Wrecking my brain, I tried to figure out why this boy looked so familiar. His black and white track pants and jacket matched his winter hat and gloves. He was a good-looking boy with sparkling hazel eyes. He had two dimples with a nice but shy smile. After a few seconds, I realized how I knew him. He was one of those annoying runners, the type who’d run through the rain and snow.

“Are you hurt?” I asked, still sitting on his lap.

“No, I don’t think so,” he replied. “You?”

“No, I’m okay,” I said. “I’ve seen you around. What’s your name?”

“Elie,” he said. “Elie Reznik. Not Eli, but Elle-y”

“Elle-y,” I said, mimicking Elle-y. “Like Elie Wiesel. You know, the author who wrote Night.

“Yes, I know who he is,” he said with a slight annoyance in his voice.

“Is it short for Eliezer?” I asked.

“Yes,” he replied.

“Eliezer’s a cool name,” I said.

“What’s your name?” Elie asked me.

“Elvis,” I answered. “Elvis Marchand.”

“Your name’s Elvis?” he chuckled.

“Yes. My dad’s this crazy Elvis freak,” I explained. “He always wanted a son and he always wanted to name him Elvis. My middle name is Aaron, too, just like the real Elvis. I guess I’ve gotten used to it.”

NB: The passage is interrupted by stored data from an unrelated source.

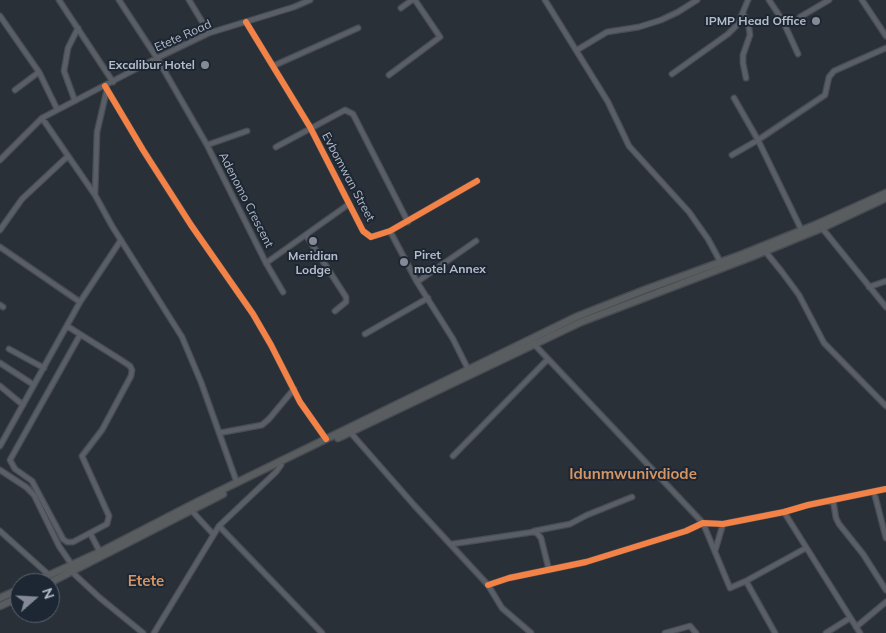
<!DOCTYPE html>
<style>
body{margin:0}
#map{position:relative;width:886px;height:633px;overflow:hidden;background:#2a3038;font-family:Mulish,sans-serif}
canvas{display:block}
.north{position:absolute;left:10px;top:573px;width:50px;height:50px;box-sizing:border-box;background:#1d2633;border:1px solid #59626f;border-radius:50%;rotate:71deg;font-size:14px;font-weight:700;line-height:20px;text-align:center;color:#b4bcc9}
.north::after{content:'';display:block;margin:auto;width:18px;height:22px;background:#848b96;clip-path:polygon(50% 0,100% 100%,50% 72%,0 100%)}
</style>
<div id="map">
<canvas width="886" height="633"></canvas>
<div class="north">N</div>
</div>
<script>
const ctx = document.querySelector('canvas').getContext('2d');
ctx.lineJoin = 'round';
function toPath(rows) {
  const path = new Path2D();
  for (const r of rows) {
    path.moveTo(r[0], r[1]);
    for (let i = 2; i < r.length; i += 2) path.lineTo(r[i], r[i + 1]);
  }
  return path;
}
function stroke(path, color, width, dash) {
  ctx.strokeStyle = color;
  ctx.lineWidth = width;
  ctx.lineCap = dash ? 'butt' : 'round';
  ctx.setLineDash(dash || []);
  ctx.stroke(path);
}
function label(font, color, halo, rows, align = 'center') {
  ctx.font = font + ' Mulish,sans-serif';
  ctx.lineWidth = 4;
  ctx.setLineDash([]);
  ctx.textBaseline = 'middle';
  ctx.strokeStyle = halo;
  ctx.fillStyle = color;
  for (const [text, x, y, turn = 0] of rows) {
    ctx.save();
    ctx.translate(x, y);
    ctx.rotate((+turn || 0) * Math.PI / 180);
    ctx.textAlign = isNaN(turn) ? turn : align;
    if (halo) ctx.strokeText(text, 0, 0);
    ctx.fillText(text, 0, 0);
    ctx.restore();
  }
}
const minor = toPath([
 [59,0,113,82],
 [119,0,157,58,207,145,266,263,349,204],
 [189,0,209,33],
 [545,0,608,102,629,146,689,212,708,239,721,263],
 [769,0,783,21,798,54],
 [862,0,886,36],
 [401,8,412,0],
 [743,14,748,21,750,35,743,55,743,63,746,78],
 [0,16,39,72,57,109],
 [800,17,829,0],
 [246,22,310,127,363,231,371,237,390,231,477,181],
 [577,50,607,32,639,27,661,20,678,12,697,0],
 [273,66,358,28],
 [672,74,728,34,738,24,748,0],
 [389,75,440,37,415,0],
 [105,86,143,150,191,225,253,314,271,345,300,402,326,439],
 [15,90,39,72],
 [734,98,758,140,802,231],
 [75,101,64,71,68,48,78,28],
 [42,118,95,195,112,226,182,337,201,382,237,483],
 [207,145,247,131],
 [276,147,345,110,353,114,408,222],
 [732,155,758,140,825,95,829,77,834,71,886,48],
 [0,160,42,118,157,58,209,33,294,7,310,0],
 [95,195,97,132,107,89],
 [822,228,886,307],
 [0,230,22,199,68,156],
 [390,231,417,282,453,339,468,369],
 [306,235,346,297,346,302,335,311],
 [0,247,80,302],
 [765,251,782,272,799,295,824,343,886,406],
 [266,263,283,292],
 [417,282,476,241],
 [869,287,886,281],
 [0,305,3,307],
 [67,326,121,360,130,366,132,370,131,376,102,430,82,456,109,516,107,524,90,533,100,552],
 [365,334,428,298],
 [80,335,10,460,15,469,32,481,63,539,67,542,73,542,90,533],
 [533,343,703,523,730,588,746,581,806,548],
 [9,349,44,368],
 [0,363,34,385],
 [0,386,23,405],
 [350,432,414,505,488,585,502,608,531,633],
 [219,433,262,425,269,419,294,389],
 [0,446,80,302,121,240],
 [453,456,548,359],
 [0,470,26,487,34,495,59,546,72,565],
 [874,492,886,538],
 [833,500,836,518,839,524,863,554,886,590],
 [191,510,213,534],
 [784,512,860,633],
 [219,526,322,633],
 [0,531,49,575],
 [534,531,570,524,587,515,632,497],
 [452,544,533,532,537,533,541,538,549,570],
 [715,551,723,524],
 [72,572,100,598,143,633],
 [746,581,775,633],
 [488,585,509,578,586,562,686,531,703,523,723,524,784,512,808,505,886,489],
 [856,627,886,602],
 [154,633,219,526,276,472,281,465],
 [665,633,690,626,696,633],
 [826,633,850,618]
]);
const highway = toPath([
 [338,438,581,322,751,257,822,228,886,198],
 [32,583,104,550,199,501,576,317,647,289,743,254,815,225,886,193],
 [49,583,223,494],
 [0,598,20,589],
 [0,606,20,597]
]);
const cycleway = toPath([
 [246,22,310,127,363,231,371,237,390,231,477,181],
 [105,86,143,150,191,225,253,314,271,345,300,402,326,439],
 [488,585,509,578,586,562,686,531,703,523,723,524,784,512,808,505,886,489]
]);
const markers = [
 [816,21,5,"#848b96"],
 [205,65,5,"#848b96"],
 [313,241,5,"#848b96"],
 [404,262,5,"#848b96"]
];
const poiNames = [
 ["IPMP Head Office",806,21],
 ["Excalibur Hotel",195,65],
 ["Piret",414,255,"left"],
 ["motel Annex",414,269,"left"],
 ["Meridian",313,256,"center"],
 ["Lodge",313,270,"center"]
];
const streetNames = [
 ["Etete Road",183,36,-24],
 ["Evbomwan Street",348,177,62],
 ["Adenomo Crescent",246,200,63]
];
const quarterNames = [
 ["Idunmwunivdiode",633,474],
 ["Etete",146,581]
];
stroke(minor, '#484c53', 7);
stroke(highway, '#474c53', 9);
stroke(minor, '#5a5e66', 4.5);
stroke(highway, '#5a5d60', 6);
stroke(cycleway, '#f48246', 6);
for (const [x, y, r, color] of markers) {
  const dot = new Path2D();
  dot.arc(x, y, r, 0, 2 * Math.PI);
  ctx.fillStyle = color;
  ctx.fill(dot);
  stroke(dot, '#1d2633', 2);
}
label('bold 12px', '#b4bcc9', '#1d2633', poiNames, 'right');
label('12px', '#b4bcc9', '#1d2633', streetNames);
label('bold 15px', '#d59563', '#1d2633', quarterNames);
</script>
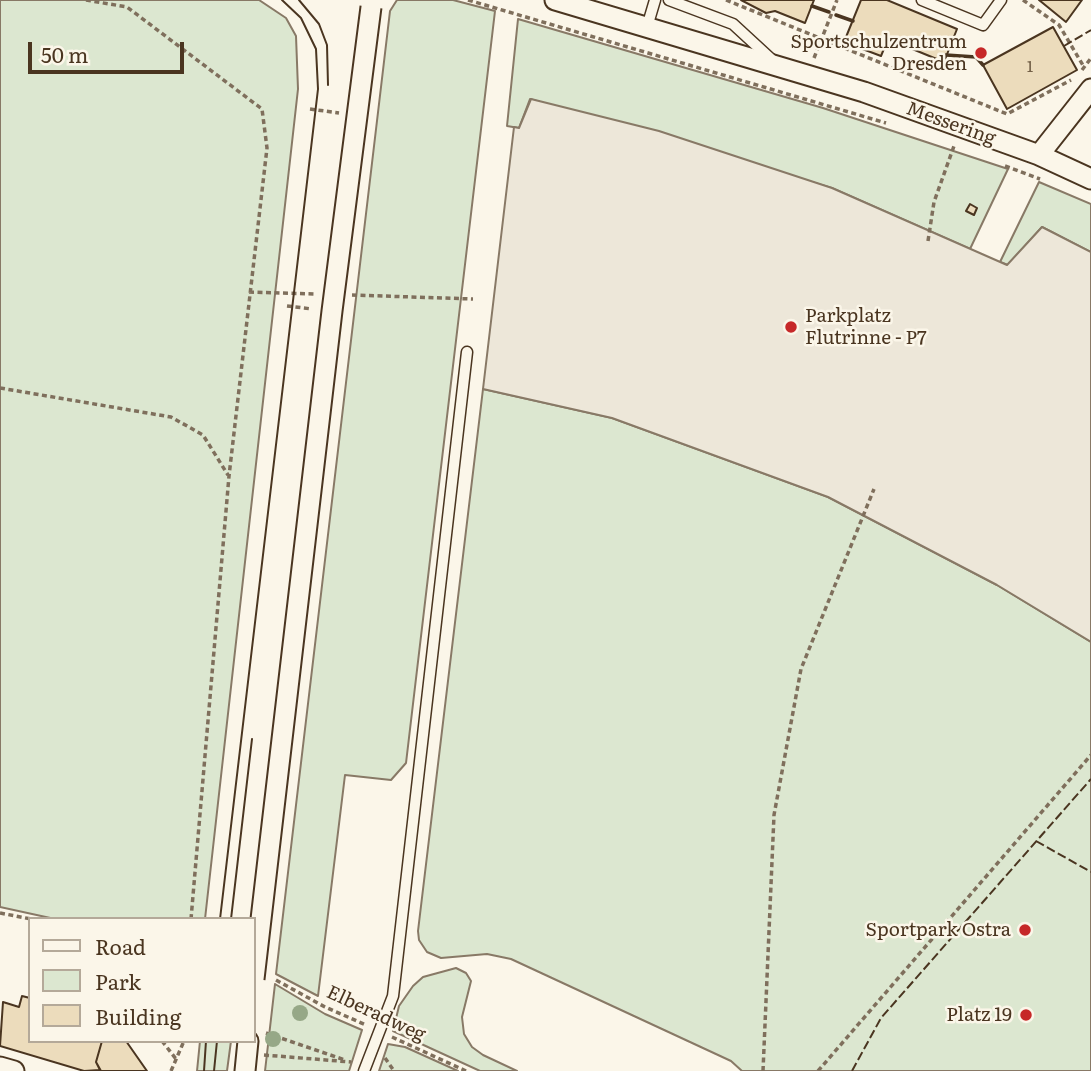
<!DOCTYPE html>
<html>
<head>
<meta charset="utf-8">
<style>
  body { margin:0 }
  #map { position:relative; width:1091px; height:1071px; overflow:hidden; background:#fbf6e9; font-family:Literata,serif }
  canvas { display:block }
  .legend { position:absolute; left:28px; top:917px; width:228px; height:126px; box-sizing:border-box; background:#fbf6e9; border:2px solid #b4a999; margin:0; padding:9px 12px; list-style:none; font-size:21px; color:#4a3520 }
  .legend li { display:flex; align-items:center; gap:14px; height:35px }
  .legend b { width:35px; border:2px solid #b4a999 }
  .scale { position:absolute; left:28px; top:42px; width:156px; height:32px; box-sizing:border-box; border:4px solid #4a3520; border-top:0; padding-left:9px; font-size:21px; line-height:24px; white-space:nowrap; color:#4a3520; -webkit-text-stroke:5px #fbf6e9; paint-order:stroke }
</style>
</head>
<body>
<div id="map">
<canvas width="1091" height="1071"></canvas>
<ul class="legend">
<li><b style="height:9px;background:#fbf6e9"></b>Road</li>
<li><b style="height:19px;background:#dce7d0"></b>Park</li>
<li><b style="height:19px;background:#ecdcbc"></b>Building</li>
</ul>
<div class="scale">50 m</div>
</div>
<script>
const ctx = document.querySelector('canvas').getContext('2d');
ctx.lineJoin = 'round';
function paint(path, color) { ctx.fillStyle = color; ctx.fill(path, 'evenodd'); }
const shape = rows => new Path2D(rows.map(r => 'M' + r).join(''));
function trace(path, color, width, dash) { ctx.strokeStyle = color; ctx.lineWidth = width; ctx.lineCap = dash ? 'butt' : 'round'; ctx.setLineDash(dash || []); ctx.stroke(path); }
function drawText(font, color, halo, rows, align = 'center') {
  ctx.font = font + ' Literata,serif'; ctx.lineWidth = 5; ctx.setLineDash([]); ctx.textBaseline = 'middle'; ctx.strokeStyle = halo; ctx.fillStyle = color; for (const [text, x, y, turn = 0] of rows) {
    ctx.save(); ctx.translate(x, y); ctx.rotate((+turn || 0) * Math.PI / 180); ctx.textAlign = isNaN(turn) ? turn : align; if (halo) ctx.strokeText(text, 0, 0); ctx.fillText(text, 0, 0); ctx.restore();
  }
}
const green = shape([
  [0,0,259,0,286,18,296,36,298,89,205,919,55,919,0,907,0,0],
  [397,0,453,0,495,11,406,763,391,780,345,775,318,996,276,974,390,11,397,0],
  [518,19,823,108,1008,169,970,249,832,188,530,99,519,128,507,126,518,19],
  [1039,182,1091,204,1091,252,1042,227,1008,265,1000,262,1039,182],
  [483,389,612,418,828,497,997,585,1091,642,1091,1071,742,1071,731,1061,511,959,487,954,441,958,427,952,419,940,418,931,483,389],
  [456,968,466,973,471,981,462,1017,464,1034,472,1047,483,1055,517,1071,480,1071,393,1031,399,1006,413,986,423,977,456,968],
  [275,984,325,1014,362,1030,349,1071,265,1071,275,984],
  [200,1041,231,1041,227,1071,197,1071,200,1041],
  [388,1044,405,1047,458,1071,379,1071,388,1044]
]);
paint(green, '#dce7d0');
trace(green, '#887966', 2);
const parking = shape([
  [531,99,659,131,832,188,1007,265,1042,227,1091,252,1091,642,997,585,828,497,612,418,483,389,514,127,519,128,531,99]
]);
paint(parking, '#ede7d9');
trace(parking, '#887966', 2);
const building = shape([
  [741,0,814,0,805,23,775,11,766,13,741,0],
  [861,0,887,0,957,29,944,62,888,39,881,56,844,42,861,0],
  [1039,0,1082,0,1066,22,1039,0],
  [1053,27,1077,70,1007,109,983,65,1053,27],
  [970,204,977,208,974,215,966,211,970,204],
  [22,996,30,998,30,1041,102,1041,96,1062,100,1070,84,1071,0,1046,3,1002,19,1007,22,996],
  [102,1041,126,1041,147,1071,101,1071,96,1062,102,1041]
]);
paint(building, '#ecdcbc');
trace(building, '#4a3520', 2);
const lane = shape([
  [669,0,733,24,771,59],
  [922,0,983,25,1001,0],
  [647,27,655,0],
  [364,1071,393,996,467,352]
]);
const street = shape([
  [555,0,864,92,1039,155,1091,179],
  [1039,155,1091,89],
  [0,1067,14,1071],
  [245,1071,248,1041]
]);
trace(lane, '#4a3520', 13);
trace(street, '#4a3520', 23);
trace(shape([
  [86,0,127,7,262,109,267,148,229,476,191,919],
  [468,0,886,123],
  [726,0,1007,114,1071,80],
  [1023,0,1059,25,1084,67],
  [814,58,837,0],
  [1082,70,1091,58],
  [310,109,339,113],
  [1005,166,1040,179],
  [928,241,934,202,954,146],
  [249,292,316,294],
  [352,295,473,299],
  [287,306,312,309],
  [0,388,171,417,203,435,228,475],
  [0,913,31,919],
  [276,980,325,1007,366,1025],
  [266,1033,345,1060],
  [392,1037,466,1071],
  [162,1041,176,1059],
  [264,1055,351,1062],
  [385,1058,394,1071],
  [171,1071,184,1041],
  [763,1071,774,815,801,669,874,489],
  [818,1071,1091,755]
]), '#7f6f5c', 3.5, [5, 3.5]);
trace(lane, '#fbf6e9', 10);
trace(street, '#fbf6e9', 19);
trace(shape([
  [299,0,319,24,327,45,328,85],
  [220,919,318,89,316,49,301,18,282,0],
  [231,919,252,739],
  [204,1071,206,1041],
  [214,1071,217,1041]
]), '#4a3520', 2);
const streetBridge = shape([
  [254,979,332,311,371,7]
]);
trace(streetBridge, '#4a3520', 23, []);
trace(streetBridge, '#fbf6e9', 19);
trace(shape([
  [1064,46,1091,30],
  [1036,841,1091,872],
  [852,1071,881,1018,1091,779]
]), '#4a3520', 2, [9, 3.5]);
trace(shape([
  [812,6,829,12],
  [836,15,853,21],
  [946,55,976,57,983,65]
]), '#4a3520', 3.5);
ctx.fillStyle = '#96a887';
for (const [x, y] of [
  [300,1013],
  [273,1039]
]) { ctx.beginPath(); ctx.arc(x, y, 8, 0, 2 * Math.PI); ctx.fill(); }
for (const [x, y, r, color] of [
  [981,53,7,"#c62828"],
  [791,327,7,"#c62828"],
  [1025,930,7,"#c62828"],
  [1026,1015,7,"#c62828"]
]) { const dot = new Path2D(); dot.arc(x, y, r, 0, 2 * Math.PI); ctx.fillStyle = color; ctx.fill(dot); trace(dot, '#fbf6e9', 2.5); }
drawText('16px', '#725f47', null, [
  ["1",1030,67]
]);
drawText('19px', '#4a3520', '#fbf6e9', [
  ["Sportschulzentrum",967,42],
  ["Dresden",967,64],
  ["Parkplatz",805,316,"left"],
  ["Flutrinne - P7",805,338,"left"],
  ["Sportpark Ostra",1011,930],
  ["Platz 19",1012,1015]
], 'right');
drawText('19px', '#4a3520', '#fbf6e9', [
  ["Messering",951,124,20],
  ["Elberadweg",376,1014,25]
]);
</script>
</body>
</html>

Standing up, I extended my hand, helping Elie up to his feet. Dark hair curled around the rim of his hat. I wasn’t the type who typically experienced butterflies in my stomach, but I swore I did at that moment.

“You like the Velvet Underground?” he asked, pointing to my black t-shirt. Confused, I’d forgotten what t-shirt I was wearing.

“Oh yeah,” I said, looking down at my shirt. “You’ve heard of them?”

“Yeah, they’re my favorite band,” he said. “I love Lou Reed.”

This Elie kid didn’t seem like the Velvet Underground type to me. When I thought of the Velvet Underground, I thought of the artsy, bohemian type that smoked pot, contemplating the absurdity of life with Andy Warhol posters plastered all over their walls.

“That’s cool. So, do you live around here? I see you running all the time.”

“I live down the street,” he said. Elie was tall and slender, yet toned. He had a runner’s body.

“Are you sure you’re okay?” I asked. “Can I buy you a drink or something?”

“I’m seventeen, but thanks.”

“How about something else?”

“No, thanks. I have to go. I have to get home. I’d stay away from ladders if I were you, especially that one. It looks kind of unsafe.”

“Yeah, thanks,” I said. “Thanks for your help. I’ll see you around I guess.”

“Yeah, see you around.”

As he went to leave, I re-focused my attention on these stupid lights, pushing the ladder against the house. Any minute I was about to risk my life again. As if to sense my ineptitude, Elie was back within seconds.

“I can help you with those,” he said. “I’ll hold the ladder for you...maybe catch you again if you fall.” He half-smiled in that shy way of his.

“I thought you had to go home,” I said.

“I do, but it’s okay,” he said. “I can stick around for a little while.”

Elie helped me hang up every single one of the lights my dad handed me earlier that day. By the time we completely finished, it was close to dark.

“I love Christmas,” he said, admiring the multi-colored lights around the front of the house. “I always wanted a Christmas tree, to wake up on Christmas morning with a mound of presents underneath it. Instead, I get eight days of meaningless crap.”

“You can come to my house on Christmas morning if you want,” I said. “Although my dad may have issues with a Jew in our house on Christmas.”

Amused with myself, I chuckled while Elie remained expressionless, almost stoic. I had a habit of running my mouth, often speaking without thinking.

“I gotta go,” he said uneasily, jogging away. “My mom’s going to kill me. I’m late. Bye, Elvis. Nice meeting you.”

In the dark, I watched Elie run down his driveway, eventually disappearing inside his house. I wondered if I’d ever talk to him again.